### [PROBLEM]
Report every line in the listing below where the string "rect" shows up.

### [MATERIALS PROVIDED]
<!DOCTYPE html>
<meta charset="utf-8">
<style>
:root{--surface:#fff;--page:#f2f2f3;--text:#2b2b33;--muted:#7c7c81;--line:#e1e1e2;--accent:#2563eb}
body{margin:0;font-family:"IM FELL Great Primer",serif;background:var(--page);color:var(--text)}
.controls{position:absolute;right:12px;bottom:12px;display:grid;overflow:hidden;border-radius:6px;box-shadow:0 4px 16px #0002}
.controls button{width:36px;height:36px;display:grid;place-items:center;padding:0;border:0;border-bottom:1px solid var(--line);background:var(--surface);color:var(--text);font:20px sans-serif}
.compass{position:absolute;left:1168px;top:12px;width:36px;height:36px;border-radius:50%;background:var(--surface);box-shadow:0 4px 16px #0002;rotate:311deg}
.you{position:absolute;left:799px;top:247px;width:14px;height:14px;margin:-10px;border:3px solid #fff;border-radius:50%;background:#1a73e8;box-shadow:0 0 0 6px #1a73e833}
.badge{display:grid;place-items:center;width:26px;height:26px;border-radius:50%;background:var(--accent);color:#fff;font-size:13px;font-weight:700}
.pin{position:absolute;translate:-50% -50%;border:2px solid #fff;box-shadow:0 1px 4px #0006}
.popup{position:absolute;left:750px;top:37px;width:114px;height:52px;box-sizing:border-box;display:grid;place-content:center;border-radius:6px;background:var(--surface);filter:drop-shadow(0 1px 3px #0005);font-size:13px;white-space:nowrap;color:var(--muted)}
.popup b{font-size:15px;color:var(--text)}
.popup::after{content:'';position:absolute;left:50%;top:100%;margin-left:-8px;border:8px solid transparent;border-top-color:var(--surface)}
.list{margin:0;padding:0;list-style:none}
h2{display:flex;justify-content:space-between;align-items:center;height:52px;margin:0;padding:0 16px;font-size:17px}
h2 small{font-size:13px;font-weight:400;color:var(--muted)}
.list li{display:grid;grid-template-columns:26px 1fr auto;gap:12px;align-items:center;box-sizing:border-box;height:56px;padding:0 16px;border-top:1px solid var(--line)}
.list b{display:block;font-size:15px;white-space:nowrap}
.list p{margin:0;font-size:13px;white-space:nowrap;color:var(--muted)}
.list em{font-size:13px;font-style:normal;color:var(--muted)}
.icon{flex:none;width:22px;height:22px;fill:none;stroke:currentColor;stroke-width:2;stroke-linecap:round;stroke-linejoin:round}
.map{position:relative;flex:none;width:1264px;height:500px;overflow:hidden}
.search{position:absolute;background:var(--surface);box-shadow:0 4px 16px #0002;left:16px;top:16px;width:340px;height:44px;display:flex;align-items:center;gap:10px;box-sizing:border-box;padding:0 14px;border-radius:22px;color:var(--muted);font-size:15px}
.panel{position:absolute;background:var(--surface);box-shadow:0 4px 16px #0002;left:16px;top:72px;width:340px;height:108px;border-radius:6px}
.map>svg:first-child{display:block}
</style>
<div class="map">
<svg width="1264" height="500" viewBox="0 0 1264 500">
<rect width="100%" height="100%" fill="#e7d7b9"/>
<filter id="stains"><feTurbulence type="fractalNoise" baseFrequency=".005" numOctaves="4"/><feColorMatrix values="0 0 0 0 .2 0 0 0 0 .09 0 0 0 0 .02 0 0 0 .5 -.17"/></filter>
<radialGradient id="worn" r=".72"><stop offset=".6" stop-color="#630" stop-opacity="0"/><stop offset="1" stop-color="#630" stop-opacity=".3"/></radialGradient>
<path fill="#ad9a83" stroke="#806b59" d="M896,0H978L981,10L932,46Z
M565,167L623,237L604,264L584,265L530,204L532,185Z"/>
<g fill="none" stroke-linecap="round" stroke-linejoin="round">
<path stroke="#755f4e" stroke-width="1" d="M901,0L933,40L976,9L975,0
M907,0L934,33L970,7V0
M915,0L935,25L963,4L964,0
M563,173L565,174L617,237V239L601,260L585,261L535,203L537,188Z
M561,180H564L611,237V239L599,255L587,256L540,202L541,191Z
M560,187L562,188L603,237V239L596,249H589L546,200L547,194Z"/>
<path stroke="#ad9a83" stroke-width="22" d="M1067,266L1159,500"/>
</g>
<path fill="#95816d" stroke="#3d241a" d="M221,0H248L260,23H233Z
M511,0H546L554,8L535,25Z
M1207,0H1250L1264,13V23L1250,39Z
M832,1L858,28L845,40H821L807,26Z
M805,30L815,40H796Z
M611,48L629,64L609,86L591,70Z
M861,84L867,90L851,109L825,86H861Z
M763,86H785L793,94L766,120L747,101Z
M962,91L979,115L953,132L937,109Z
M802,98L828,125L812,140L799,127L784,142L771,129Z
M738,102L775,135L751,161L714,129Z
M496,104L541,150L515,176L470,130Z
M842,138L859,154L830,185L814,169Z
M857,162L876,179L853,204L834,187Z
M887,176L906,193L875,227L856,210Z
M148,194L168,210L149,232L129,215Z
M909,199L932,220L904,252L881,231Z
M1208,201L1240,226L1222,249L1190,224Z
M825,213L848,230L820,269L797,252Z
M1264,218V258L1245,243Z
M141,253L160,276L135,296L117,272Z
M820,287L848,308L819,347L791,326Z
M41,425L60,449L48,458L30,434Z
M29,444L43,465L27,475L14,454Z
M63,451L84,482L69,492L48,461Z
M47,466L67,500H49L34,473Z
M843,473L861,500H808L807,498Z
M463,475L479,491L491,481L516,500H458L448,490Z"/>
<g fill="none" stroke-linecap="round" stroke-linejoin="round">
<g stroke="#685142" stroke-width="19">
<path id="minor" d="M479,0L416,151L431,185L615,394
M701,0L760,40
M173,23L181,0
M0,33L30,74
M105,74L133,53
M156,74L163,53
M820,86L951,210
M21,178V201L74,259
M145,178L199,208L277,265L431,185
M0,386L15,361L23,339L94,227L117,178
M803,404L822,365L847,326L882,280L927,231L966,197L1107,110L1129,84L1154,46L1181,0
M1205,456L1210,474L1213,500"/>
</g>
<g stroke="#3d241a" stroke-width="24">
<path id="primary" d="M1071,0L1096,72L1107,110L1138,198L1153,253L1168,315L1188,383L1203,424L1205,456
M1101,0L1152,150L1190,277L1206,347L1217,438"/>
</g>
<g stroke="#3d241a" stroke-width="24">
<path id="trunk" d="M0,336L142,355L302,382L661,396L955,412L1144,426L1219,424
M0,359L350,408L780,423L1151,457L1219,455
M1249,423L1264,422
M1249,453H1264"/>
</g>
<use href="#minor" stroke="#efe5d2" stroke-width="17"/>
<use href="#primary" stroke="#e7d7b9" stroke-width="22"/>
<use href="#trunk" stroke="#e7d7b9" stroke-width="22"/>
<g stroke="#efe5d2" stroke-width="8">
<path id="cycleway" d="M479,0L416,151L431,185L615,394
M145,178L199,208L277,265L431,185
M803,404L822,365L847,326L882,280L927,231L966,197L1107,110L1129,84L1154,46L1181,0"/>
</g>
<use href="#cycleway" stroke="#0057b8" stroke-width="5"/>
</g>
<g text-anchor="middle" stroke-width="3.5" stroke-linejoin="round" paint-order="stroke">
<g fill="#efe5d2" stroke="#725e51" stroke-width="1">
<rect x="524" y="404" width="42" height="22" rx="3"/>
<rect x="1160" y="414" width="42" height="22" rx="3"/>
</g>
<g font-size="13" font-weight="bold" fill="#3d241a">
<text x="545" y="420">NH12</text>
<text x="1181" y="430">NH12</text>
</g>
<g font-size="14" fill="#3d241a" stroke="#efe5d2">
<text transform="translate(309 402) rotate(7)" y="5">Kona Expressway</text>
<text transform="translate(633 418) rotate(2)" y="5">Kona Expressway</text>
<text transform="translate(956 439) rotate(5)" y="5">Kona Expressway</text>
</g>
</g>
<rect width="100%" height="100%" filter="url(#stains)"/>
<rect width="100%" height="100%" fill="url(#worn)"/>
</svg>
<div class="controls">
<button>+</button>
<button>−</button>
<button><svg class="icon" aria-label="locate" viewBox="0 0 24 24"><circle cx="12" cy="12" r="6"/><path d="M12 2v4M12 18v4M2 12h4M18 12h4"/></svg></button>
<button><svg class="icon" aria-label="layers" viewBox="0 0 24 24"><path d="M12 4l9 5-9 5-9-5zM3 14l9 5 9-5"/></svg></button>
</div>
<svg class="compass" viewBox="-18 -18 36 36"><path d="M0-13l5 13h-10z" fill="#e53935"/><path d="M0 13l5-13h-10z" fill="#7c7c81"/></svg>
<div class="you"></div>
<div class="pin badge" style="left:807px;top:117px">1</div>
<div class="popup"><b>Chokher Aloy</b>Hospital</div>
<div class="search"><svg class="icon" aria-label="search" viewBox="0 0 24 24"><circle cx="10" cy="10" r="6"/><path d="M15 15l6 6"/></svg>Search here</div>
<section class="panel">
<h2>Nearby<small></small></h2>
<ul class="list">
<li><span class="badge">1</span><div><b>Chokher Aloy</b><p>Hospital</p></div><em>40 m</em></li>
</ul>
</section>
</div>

### [RESULT OF THIS TASK]
<rect width="100%" height="100%" fill="#e7d7b9"/>
<rect x="524" y="404" width="42" height="22" rx="3"/>
<rect x="1160" y="414" width="42" height="22" rx="3"/>
<rect width="100%" height="100%" filter="url(#stains)"/>
<rect width="100%" height="100%" fill="url(#worn)"/>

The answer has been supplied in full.